Но если это было неизбежной неприятностью, касавшейся лично его, то в отношении статьи, темы все было отлично. Тут о многом можно было написать. Если и была какая-то опасность, то в самом масштабе происходящего.
Он чувствовал, что с Ральфом Мелькером ему все ясно. Немного излишне впечатлительный, как мальчишка, немного излишне умный, религиозный. Такой должен вызывать симпатию, и Лукас симпатизировал ему.
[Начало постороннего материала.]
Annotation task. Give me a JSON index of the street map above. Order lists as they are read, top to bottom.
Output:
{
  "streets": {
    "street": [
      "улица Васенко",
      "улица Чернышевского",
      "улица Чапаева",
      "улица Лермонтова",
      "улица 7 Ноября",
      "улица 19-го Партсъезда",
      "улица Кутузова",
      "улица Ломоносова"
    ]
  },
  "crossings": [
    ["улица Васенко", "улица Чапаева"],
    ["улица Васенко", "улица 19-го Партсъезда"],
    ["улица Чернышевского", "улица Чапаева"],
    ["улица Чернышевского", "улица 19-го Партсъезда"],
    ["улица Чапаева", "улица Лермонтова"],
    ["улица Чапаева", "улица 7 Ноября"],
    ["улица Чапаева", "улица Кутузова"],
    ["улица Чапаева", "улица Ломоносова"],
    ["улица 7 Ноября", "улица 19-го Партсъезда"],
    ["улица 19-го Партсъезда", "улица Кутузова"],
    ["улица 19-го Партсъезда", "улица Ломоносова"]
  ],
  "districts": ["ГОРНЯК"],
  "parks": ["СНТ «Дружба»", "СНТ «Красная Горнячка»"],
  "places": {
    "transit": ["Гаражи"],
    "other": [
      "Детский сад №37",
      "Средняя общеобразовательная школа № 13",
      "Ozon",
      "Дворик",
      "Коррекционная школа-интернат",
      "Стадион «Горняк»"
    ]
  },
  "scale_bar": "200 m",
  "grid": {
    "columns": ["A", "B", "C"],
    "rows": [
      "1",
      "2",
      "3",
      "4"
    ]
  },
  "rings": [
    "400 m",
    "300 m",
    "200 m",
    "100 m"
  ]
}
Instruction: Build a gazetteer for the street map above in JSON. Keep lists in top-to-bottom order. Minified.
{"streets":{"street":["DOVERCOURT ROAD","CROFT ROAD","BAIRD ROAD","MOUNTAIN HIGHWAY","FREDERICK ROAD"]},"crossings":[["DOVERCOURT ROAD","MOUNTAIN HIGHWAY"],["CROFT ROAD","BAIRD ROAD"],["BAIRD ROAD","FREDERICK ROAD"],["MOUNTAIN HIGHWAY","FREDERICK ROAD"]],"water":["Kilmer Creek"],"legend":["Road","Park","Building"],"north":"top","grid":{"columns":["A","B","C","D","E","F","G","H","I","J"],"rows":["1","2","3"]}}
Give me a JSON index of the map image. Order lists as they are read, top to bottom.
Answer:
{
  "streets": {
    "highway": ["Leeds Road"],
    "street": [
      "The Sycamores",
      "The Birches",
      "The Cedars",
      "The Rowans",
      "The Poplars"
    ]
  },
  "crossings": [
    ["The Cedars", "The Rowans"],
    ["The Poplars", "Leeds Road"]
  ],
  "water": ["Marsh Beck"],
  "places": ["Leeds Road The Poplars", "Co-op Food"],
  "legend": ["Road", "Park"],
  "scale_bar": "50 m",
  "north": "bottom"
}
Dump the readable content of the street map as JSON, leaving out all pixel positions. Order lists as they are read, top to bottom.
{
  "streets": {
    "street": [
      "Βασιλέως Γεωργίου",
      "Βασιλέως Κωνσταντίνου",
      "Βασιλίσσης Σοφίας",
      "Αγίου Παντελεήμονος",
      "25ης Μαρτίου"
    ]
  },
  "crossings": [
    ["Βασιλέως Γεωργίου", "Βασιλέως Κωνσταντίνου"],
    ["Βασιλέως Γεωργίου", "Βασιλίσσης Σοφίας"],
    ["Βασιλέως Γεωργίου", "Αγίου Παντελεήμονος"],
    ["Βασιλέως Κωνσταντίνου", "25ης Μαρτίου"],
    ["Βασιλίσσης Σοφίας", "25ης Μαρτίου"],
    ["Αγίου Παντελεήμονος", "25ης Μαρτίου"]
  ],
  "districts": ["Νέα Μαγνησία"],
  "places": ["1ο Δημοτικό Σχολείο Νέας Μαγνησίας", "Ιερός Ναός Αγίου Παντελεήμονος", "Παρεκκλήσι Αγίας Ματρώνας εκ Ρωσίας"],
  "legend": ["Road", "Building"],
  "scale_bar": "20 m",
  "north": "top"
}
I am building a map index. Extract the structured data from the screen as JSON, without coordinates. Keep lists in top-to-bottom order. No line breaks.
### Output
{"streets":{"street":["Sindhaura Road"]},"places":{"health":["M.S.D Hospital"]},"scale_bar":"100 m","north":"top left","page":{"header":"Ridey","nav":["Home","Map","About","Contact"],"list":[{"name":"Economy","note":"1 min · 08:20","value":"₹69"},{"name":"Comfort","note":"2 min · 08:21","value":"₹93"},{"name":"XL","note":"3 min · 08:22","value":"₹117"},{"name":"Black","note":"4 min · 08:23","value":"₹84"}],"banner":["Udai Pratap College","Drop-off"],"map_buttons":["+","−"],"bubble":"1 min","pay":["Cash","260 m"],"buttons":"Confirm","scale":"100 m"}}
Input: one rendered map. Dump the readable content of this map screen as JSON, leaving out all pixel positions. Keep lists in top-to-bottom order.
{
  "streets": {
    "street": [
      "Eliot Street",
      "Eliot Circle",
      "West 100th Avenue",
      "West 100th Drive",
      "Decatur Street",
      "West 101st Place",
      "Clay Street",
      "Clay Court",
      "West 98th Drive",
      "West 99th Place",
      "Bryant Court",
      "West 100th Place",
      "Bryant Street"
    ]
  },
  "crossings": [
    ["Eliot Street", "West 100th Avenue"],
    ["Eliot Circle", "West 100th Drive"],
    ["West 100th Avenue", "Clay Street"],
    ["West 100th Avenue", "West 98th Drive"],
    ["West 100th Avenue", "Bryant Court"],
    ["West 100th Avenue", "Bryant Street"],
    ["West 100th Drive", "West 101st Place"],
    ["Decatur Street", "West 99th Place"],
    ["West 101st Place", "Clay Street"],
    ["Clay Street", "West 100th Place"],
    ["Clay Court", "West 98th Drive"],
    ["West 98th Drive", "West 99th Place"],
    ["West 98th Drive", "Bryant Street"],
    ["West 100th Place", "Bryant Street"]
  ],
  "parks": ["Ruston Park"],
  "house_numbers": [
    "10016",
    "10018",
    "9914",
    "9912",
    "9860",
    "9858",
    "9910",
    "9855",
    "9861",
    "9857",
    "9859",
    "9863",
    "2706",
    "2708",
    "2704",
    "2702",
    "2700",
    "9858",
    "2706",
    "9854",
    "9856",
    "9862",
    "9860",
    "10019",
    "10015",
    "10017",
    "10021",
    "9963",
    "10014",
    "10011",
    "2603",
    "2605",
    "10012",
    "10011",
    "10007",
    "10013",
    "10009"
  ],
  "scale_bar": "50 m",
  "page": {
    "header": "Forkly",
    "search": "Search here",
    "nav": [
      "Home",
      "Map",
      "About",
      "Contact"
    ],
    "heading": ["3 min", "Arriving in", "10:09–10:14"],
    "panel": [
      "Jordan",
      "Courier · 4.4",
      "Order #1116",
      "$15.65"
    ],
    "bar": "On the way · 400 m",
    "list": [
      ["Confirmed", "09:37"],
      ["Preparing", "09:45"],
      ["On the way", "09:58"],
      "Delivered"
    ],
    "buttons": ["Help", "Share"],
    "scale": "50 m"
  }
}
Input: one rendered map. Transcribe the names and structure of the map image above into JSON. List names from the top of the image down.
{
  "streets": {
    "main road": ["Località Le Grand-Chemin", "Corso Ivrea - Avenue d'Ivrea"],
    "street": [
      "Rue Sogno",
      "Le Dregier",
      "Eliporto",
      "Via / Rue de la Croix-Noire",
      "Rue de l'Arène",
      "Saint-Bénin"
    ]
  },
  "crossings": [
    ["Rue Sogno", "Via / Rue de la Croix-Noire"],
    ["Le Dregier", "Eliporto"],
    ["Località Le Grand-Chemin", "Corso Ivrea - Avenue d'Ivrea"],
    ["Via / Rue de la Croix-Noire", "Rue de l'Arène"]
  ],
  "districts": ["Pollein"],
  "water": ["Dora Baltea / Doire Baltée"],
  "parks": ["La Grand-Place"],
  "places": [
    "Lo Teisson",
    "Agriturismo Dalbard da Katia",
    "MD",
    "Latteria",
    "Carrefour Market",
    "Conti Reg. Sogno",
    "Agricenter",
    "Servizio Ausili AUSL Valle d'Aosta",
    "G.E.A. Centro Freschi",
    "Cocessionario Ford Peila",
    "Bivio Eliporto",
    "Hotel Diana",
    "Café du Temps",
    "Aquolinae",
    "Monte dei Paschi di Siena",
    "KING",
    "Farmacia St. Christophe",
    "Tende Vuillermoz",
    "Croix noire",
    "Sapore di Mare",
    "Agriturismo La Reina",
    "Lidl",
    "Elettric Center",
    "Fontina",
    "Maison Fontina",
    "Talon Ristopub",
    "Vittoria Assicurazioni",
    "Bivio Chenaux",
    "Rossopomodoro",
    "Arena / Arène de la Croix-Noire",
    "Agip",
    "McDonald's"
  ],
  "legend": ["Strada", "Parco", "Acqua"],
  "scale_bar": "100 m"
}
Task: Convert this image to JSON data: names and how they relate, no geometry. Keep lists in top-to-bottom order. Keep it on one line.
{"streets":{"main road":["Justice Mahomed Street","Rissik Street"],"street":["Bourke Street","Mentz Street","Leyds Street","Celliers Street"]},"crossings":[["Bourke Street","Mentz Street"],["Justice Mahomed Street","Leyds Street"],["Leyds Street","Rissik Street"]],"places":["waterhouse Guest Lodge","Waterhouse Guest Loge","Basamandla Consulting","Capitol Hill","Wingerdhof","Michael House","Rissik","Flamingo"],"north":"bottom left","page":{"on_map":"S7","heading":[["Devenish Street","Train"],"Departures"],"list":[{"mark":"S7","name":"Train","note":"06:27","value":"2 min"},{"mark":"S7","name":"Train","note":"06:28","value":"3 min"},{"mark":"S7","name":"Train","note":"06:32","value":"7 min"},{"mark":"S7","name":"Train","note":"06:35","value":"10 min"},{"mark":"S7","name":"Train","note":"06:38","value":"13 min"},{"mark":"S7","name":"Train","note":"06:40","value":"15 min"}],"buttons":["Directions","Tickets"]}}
Многообещающий парнишка, верующий, открывает для себя музыку. Но вместе с музыкой и наркотики. И от этого должен вернуться к самому себе — стать, в известном смысле, сам для себя мессией.
Со времен учебы в Колумбийском университете Лукас кое-что знал о наркоманах. Он несколько раз сам употреблял для развлечения; некоторые из его друзей чуть концы не отдали от этого дела. Завязывать было смерти подобно, просто день продержаться.